(Data excerpts)
☆ ☆ ☆ ☆ ☆

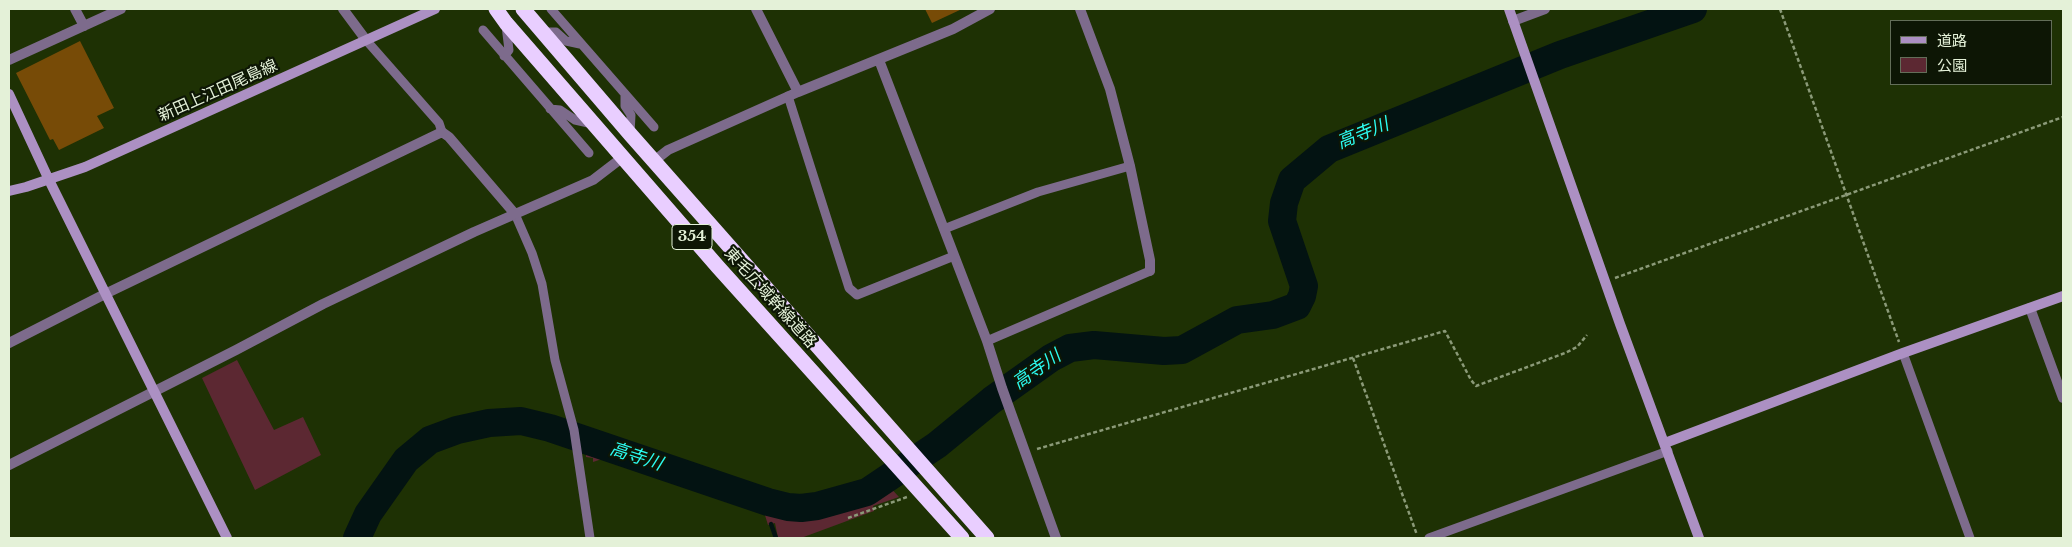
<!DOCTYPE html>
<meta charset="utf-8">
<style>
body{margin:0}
#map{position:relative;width:2072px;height:547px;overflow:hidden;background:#1e3104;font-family:"Libre Baskerville","Noto Sans JP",serif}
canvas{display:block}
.frame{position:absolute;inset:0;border:10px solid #e4f1d8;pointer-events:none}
.legend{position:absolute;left:1890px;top:20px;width:162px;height:65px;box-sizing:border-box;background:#0d1605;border:1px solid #636e59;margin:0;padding:6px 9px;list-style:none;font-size:15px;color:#e4f1d8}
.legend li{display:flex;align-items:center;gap:10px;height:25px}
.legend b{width:25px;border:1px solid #636e59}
</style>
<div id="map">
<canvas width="2072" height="547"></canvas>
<div class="frame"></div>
<ul class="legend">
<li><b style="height:6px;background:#ac90c3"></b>道路</li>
<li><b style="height:14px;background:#5c2832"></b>公園</li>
</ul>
</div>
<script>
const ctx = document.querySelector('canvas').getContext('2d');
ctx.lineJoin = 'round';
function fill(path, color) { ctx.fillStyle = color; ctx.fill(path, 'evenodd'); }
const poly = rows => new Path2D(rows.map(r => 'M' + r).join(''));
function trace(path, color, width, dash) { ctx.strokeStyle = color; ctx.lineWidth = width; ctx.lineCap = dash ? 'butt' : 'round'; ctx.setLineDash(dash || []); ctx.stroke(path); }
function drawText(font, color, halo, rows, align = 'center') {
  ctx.font = font + ' "Libre Baskerville","Noto Sans JP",serif'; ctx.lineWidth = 4.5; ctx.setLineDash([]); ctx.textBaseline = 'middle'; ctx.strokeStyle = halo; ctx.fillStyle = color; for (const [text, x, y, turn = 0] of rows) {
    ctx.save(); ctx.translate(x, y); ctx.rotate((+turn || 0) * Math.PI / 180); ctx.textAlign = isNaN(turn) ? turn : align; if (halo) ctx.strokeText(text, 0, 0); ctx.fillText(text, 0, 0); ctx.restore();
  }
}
const green = poly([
 [237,360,274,430,303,417,321,455,255,490,202,378],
 [586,449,769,508,793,514,816,513,841,507,872,496,888,485,899,497,873,506,874,511,801,538,778,538,775,523,768,525,764,512,602,459,593,462,593,458,586,457]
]);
const stream = poly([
 [771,524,776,538]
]);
const river = poly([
 [357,538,368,514,406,460,430,440,457,430,489,423,521,421,550,428,768,502,788,507,801,508,817,506,867,492,937,445,992,400,1051,358,1070,348,1094,345,1164,351,1182,350,1237,320,1273,315,1297,306,1302,296,1304,286,1282,221,1284,203,1292,180,1329,149,1560,55,1693,9]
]);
const building = poly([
 [925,9,962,9,932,23],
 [80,41,114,108,97,116,104,128,59,150,53,139,50,140,16,73]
]);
const path = poly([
 [1780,9,1899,342],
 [1615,278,2063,117],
 [1353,358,1417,535],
 [1037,449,1445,331,1471,380,1476,386,1565,353,1577,347,1587,335],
 [848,518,907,497]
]);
const lane = poly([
 [551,9,654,127],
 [483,30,589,153],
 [543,32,556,32,566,41,580,44],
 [366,40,439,123,442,132],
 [504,56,509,50,506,26],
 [625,95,625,106,631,115,630,134],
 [788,96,849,288,857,295,954,256],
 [550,109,560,110,575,120,593,124],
 [515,214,532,253,542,284,555,360,574,430,590,538],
 [944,229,1038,192,1130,166],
 [987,341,1150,271],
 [1903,353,1970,538],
 [1429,538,1668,451]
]);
const street = poly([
 [75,9,84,26],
 [343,9,366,40],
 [756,9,798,92],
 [1080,9,1110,89,1130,166,1150,260,1150,271],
 [1513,21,1545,9],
 [9,60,121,9],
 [879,60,987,341,1002,388,1056,538],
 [654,161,668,150,798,92,953,29,990,9],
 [2030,308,2063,398],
 [9,343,105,294,442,132,449,137,515,214],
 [9,465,236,350,323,304,474,232,593,180,623,157]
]);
const secondary = poly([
 [1509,9,1620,324,1699,538],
 [9,94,49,180,227,538],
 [9,191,26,187,85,167,435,9],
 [1665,443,1903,353,2063,296]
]);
const highway = poly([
 [496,9,506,23,718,267,962,538],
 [523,9,630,134,987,538]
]);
const shields = [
 [692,237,40]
];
const shieldNames = [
 ["354",692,237]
];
const streetNames = [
 ["新田上江田尾島線",218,91,-24],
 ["東毛広域幹線道路",770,298,48]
];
const waterNames = [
 ["高寺川",1363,134,-22],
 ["高寺川",1037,370,-35],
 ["高寺川",636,457,18]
];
fill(green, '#5c2832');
trace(stream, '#031312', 4.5);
trace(river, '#031312', 28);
fill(building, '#774b07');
trace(path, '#8b9a78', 2.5, [4, 2.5]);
trace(lane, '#7d6b8c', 9);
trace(street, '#7d6b8c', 10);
trace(secondary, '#ac90c3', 10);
trace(highway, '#e9ceff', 15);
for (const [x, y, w] of shields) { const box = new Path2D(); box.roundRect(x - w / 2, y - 12.5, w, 25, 4); ctx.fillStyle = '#0d1605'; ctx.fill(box); trace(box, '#e4f1d8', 1); }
drawText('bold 15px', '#e4f1d8', null, shieldNames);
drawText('16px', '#e4f1d8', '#0d1605', streetNames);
drawText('italic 18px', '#2cfbf1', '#0d1605', waterNames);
</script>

☆ ☆ ☆ ☆ ☆

PROBLEM TO WORK ON:
Which lines of the records contain "function"? Show each of them.

EXERCISE RESULT:
function fill(path, color) { ctx.fillStyle = color; ctx.fill(path, 'evenodd'); }
function trace(path, color, width, dash) { ctx.strokeStyle = color; ctx.lineWidth = width; ctx.lineCap = dash ? 'butt' : 'round'; ctx.setLineDash(dash || []); ctx.stroke(path); }
function drawText(font, color, halo, rows, align = 'center') {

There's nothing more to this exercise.